Section 10: (a) The Nominating Committee shall be composed of at least seven members recommended by the Nominating Committee Chair, appointed by the District Chair and approved by the CASE District I Board of Directors. Candidates for District Chair must have held a position of responsibility in the District I organization.
(b). Except with respect to the District Trustee, the Committee shall prepare the slate of officers designated in Article IV, Section 1 of these Bylaws for a ballot to be sent to member representatives institutions, 30 days prior the District’s annual meeting. The ballot will be voted on and accepted as indicated in Article III, Section 5.
(c). With respect to the District Trustee, as provided in CASE’s Bylaws, in Article V, B, the Nominating Committee of the District shall nominate to a nominating committee of the board of CASE a slate of three (3) candidates for District Trustee, one (1) of each in the following fields: alumni relations, communications, and philanthropy. From the slate of three (3) from District I, the nominating committee of the CASE board shall propose to CASE membership to be voted upon by the members at the Annual Assembly of CASE one (1) candidate from this District. The District Trustee shall take office and shall hold office for the term as provided from time to time in CASE Bylaws. Candidates for Trustee must have held a position of responsibility in the District I organization.
(d). Members of the Nominating Committee are not eligible for nomination in the year they serve as members.
- Fiscal Affairs
Section 1: Fiscal policies shall be determined by the CASE District I Board of Directors who shall be guided by the recommendations of the Treasurer, except that no policy shall be set or action taken which shall be contrary to the policies of the CASE Bylaws.Section 2: In conformance with CASE Washington policy, no District dues shall be levied upon member institutions or member representatives.Section 3: The fiscal year of District I shall be July 1 – June 30.Section 4: The management of the assets of the District shall be directed by the majority opinion of the finance group, chaired by the Treasurer, and composed of at least three member representatives of the District and shall report to the CASE District I Board of Directors at least semi‐annually.

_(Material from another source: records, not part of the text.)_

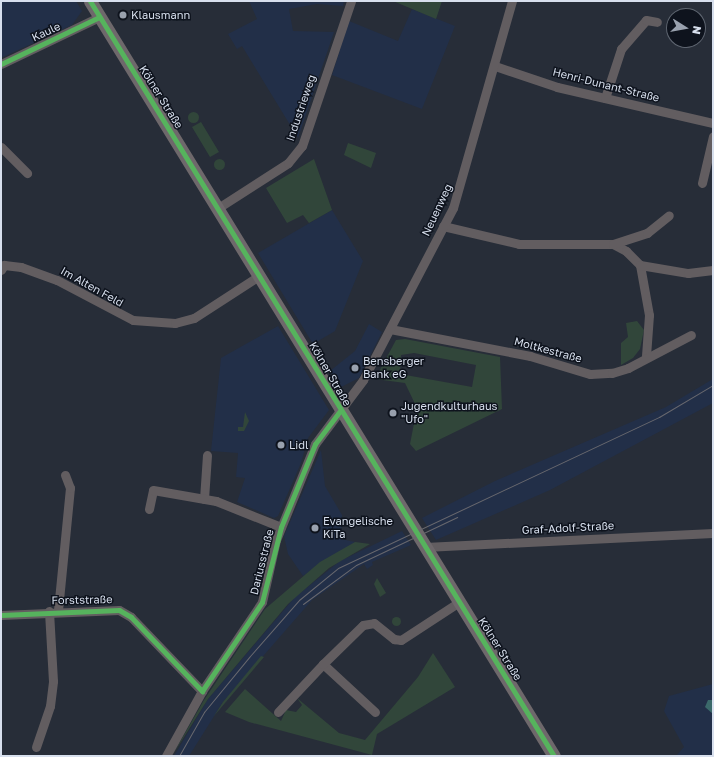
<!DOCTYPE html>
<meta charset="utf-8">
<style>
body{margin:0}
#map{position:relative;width:714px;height:757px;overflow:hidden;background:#272d38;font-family:"Golos Text",sans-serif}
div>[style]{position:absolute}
.built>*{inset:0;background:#222f48}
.green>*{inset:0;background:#31463a}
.round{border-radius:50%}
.water>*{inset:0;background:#3b696a}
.minor>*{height:9px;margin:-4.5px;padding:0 4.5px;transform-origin:4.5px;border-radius:4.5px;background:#625d60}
.secondary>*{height:13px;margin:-6.5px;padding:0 6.5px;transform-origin:6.5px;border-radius:6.5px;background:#6e686b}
.tram>*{height:1px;margin:-0.5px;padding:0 0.5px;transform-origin:0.5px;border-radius:0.5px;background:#68686e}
.cycleway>*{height:5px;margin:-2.5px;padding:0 2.5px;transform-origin:2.5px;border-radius:2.5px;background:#56b35d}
.dots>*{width:11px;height:11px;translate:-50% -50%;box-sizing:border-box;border:2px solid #0e131d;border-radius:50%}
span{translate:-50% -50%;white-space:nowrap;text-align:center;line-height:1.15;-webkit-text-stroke:3px #0e131d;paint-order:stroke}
.poi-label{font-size:11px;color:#d7dfed}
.left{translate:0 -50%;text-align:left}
.street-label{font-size:11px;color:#d7dfed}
.frame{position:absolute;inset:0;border:2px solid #d7dfed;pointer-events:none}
.north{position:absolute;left:666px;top:8px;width:40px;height:40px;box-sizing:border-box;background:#0e131d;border:1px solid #5e6570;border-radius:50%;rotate:101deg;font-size:11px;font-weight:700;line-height:16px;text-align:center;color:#d7dfed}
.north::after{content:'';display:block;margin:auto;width:14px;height:18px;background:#99a1ae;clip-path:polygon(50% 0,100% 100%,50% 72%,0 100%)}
</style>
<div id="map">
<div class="built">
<div style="clip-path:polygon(1px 1px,76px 1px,82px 11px,72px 25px,1px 58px)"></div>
<div style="clip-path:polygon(249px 1px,344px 1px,343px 6px,317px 4px,289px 9px,293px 31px,334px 32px,298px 138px,242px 46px,237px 49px,228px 34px,257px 19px)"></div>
<div style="clip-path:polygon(412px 9px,455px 26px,422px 109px,332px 75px,349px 21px,398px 41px)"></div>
<div style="clip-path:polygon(332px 210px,363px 261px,335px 331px,313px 344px,258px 253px)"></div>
<div style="clip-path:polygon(369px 324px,382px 332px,359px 378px,341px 387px,330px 371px,355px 351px)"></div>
<div style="clip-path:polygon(278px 326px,329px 410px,308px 438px,301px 463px,278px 516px,274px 518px,237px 502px,245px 478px,236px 477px,238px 453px,211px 451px,221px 358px)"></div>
<div style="clip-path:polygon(713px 379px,713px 403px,550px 490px,436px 540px,422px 518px,495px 481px,666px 407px)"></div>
<div style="clip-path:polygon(321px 450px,325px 486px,342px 515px,341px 539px,355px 542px,303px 576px,288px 554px,284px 536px)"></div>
<div style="clip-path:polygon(402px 531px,411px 545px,372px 562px,373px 565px,367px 569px,364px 564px,312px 600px,223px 702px,189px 756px,174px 756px,208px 699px,295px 597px,340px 561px)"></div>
<div style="clip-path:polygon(713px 684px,713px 756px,676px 756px,684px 747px,664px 711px,669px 696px)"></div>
</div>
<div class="green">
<div style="clip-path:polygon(393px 1px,442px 1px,436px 19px)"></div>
<div class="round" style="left:187.5px;top:111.5px;width:11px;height:11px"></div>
<div style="clip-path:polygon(201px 122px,219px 152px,210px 157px,192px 127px)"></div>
<div style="clip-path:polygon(348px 143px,376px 153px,371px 168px,344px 155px)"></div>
<div class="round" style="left:213.5px;top:158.5px;width:11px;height:11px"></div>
<div style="clip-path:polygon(314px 159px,332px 210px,309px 223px,303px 215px,287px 223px,266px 188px)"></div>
<div style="clip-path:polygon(637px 321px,644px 330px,640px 349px,633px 358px,621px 365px,621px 343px,628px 337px,626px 323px)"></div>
<div style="clip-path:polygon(evenodd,405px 339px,500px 357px,502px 409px,416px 451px,410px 444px,417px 408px,405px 383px,375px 379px,396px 340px,405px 339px,414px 353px,476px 365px,472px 387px,400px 374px,401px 355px,414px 353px)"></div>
<div style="clip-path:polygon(245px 412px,249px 421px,244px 431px,238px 431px,238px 427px,243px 427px)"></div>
<div style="clip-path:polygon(355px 542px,370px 544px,329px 568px,288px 604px,208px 699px,172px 756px,204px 700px,265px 609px,320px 562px)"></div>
<div style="clip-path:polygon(377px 578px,386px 593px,380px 597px,374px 584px)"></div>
<div class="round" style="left:391.5px;top:616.5px;width:9px;height:9px"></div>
<div style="clip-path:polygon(433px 653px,455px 687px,377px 734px,372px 755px,249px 722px,225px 712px,245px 689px,281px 721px,286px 710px,296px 712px,302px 705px,297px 698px,339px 733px,365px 740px,418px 677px)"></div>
<div style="clip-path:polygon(261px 656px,264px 657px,214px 716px,223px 702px)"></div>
</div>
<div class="water">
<div style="clip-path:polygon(708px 700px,713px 700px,713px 714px,705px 707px)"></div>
</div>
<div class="minor">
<div style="left:1px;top:64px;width:109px;rotate:-25.6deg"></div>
<div style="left:495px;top:66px;width:65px;rotate:18.7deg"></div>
<div style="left:557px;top:87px;width:160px;rotate:13deg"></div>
<div style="left:605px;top:98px;width:52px;rotate:-71.9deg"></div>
<div style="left:621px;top:49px;width:38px;rotate:-49deg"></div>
<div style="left:646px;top:20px;width:11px;rotate:10deg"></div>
<div style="left:1px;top:147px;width:37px;rotate:45deg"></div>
<div style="left:702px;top:183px;width:48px;rotate:-76.8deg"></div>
<div style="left:218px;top:208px;width:83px;rotate:-32.7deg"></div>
<div style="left:288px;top:163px;width:22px;rotate:-51deg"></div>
<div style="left:302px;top:146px;width:153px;rotate:-71.3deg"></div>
<div style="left:443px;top:226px;width:78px;rotate:13.3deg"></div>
<div style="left:519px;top:244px;width:94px"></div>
<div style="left:613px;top:244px;width:15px;rotate:28deg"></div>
<div style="left:626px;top:251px;width:20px;rotate:45deg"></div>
<div style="left:640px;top:265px;width:51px;rotate:79.8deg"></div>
<div style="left:649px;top:315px;width:41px;rotate:94.2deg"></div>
<div style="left:613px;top:244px;width:36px;rotate:-18deg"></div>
<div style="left:647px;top:233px;width:28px;rotate:-39deg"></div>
<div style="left:640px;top:265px;width:49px;rotate:9.5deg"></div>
<div style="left:688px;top:273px;width:25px;rotate:-7deg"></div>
<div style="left:1px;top:270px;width:6px;rotate:-59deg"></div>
<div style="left:4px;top:265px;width:17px;rotate:7deg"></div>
<div style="left:21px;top:267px;width:38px;rotate:20deg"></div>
<div style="left:57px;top:280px;width:86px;rotate:27.8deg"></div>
<div style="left:133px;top:320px;width:42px;rotate:4.1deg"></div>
<div style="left:175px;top:323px;width:20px;rotate:-15deg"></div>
<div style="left:194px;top:318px;width:77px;rotate:-32.9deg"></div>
<div style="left:390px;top:329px;width:143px;rotate:10.9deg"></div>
<div style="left:530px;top:356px;width:63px;rotate:16.7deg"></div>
<div style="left:590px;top:374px;width:22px;rotate:-3deg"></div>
<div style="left:612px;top:373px;width:17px;rotate:-17deg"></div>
<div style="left:628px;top:368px;width:71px;rotate:-27.6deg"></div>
<div style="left:204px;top:499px;width:44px;rotate:-86.1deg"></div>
<div style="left:149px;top:509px;width:19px;rotate:-78deg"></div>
<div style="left:153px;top:490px;width:64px;rotate:9.9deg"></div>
<div style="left:216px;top:501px;width:70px;rotate:21.8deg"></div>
<div style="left:425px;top:547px;width:288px;rotate:-2.8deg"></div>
<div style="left:58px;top:610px;width:123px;rotate:-84.4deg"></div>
<div style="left:70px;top:488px;width:14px;rotate:-111deg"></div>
<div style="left:1px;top:615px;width:118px;rotate:-2.4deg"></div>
<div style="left:119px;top:610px;width:14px;rotate:30deg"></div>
<div style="left:131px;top:617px;width:103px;rotate:46.2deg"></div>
<div style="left:278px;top:712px;width:66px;rotate:-46.8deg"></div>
<div style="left:375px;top:712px;width:71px;rotate:-137.3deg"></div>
<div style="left:323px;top:664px;width:56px;rotate:-44.3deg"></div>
<div style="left:363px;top:625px;width:11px;rotate:-10deg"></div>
<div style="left:374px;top:623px;width:26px;rotate:39deg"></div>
<div style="left:394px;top:639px;width:7px;rotate:8deg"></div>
<div style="left:401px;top:640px;width:69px;rotate:-33.2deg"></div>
<div style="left:36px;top:747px;width:43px;rotate:-71.1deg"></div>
<div style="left:50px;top:706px;width:25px;rotate:-83deg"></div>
<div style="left:53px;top:681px;width:70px;rotate:-93.3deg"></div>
<div style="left:166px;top:756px;width:74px;rotate:-61deg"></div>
<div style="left:202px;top:691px;width:107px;rotate:-56deg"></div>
<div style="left:262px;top:602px;width:64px;rotate:-77.3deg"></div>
<div style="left:276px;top:540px;width:104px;rotate:-67.9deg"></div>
<div style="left:315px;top:444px;width:80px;rotate:-53.1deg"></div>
<div style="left:363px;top:380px;width:194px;rotate:-62.4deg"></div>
<div style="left:453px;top:208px;width:215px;rotate:-74.1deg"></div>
</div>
<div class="secondary">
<div style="left:90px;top:1px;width:886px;rotate:58.43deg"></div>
</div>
<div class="tram">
<div style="left:303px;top:604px;width:66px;rotate:-36.3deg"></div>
<div style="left:356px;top:565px;width:112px;rotate:-25.4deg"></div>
<div style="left:179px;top:756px;width:51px;rotate:-60.4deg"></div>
<div style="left:204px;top:712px;width:72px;rotate:-50.6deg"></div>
<div style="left:250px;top:656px;width:74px;rotate:-48.8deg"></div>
<div style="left:299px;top:600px;width:50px;rotate:-39.4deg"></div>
<div style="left:338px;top:568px;width:355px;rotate:-25.2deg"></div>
<div style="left:659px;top:417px;width:63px;rotate:-30.7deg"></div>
</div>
<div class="cycleway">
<div style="left:90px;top:1px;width:886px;rotate:58.43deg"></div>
<div style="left:1px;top:64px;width:109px;rotate:-25.6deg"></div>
<div style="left:1px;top:615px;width:118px;rotate:-2.4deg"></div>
<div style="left:119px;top:610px;width:14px;rotate:30deg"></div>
<div style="left:131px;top:617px;width:103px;rotate:46.2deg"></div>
<div style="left:202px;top:691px;width:107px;rotate:-56deg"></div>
<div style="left:262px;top:602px;width:77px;rotate:-75.8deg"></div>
<div style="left:281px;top:527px;width:90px;rotate:-67.7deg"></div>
<div style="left:315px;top:444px;width:41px;rotate:-52.9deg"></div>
</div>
<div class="dots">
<div style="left:123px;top:15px;background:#99a1ae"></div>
<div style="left:355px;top:368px;background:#99a1ae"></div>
<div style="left:393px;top:413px;background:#99a1ae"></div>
<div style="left:281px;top:445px;background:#99a1ae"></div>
<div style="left:315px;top:528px;background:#99a1ae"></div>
</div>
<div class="poi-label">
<span class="left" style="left:131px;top:15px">Klausmann</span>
<span class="left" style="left:363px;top:368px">Bensberger<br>Bank eG</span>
<span class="left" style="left:401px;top:413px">Jugendkulturhaus<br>"Ufo"</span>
<span class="left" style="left:289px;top:445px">Lidl</span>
<span class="left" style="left:323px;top:528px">Evangelische<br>KiTa</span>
</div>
<div class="street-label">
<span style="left:46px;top:32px;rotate:-25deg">Kaule</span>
<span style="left:606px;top:85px;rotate:14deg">Henri-Dunant-Straße</span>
<span style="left:161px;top:97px;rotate:58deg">Kölner Straße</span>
<span style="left:301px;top:108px;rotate:-71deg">Industrieweg</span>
<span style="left:437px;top:210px;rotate:-65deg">Neuenweg</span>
<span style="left:92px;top:287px;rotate:29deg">Im Alten Feld</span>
<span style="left:548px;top:350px;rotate:15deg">Moltkestraße</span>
<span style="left:330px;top:374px;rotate:60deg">Kölner Straße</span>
<span style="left:568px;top:528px;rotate:-3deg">Graf-Adolf-Straße</span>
<span style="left:262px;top:562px;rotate:-76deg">Dariusstraße</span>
<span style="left:82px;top:600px;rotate:-1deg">Forststraße</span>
<span style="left:500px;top:649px;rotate:58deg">Kölner Straße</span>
</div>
<div class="frame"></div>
<div class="north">N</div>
</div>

- Liquidation – Distribution of Assets
Upon dissolution or final liquidation, the organization shall, after paying or making provision for payment of all the lawful debts and liabilities of the organization, distribute all of the assets of the organization to the following:To CASE, if CASE shall qualify at the time of distribution as an organization exempt from Federal income taxation under 501(a) of the Internal Revenue Code of 1954 as an organization described in Section 501(c)(3) of such code (or the corresponding provisions of any future United States internal revenue law).If CASE shall not so qualify, then to a nonprofit organization or organizations having similar aims and objectives as the organization and which may be selected as an appropriate recipient of such assets, as long as such organization or each of such organizations shall qualify under Section 115(a) of the Internal Revenue Code of 1954 or as an organization exempt from Federal income tax under Section 501(a) of such Code as an organization described in Section 501(c) (3) of such Code (or the corresponding provisions of any future United States internal revenue law).
- Amendments to Bylaws
Section 1: These Bylaws may be amended by a majority vote of the qualified voting member institutions (Article III, Section 5) at any business session at an annual conference or special meeting; or by a majority mail vote on a matter authorized by the District organization or authorized by a two‐ thirds majority vote of the CASE District I Board of Directors, provided, however, that no amendments to these Bylaws may be in conflict with the Articles of Incorporation and Bylaws of the CASE organization. No such amendment shall be effective until approved by a majority vote of the Board of Trustees of CASE International.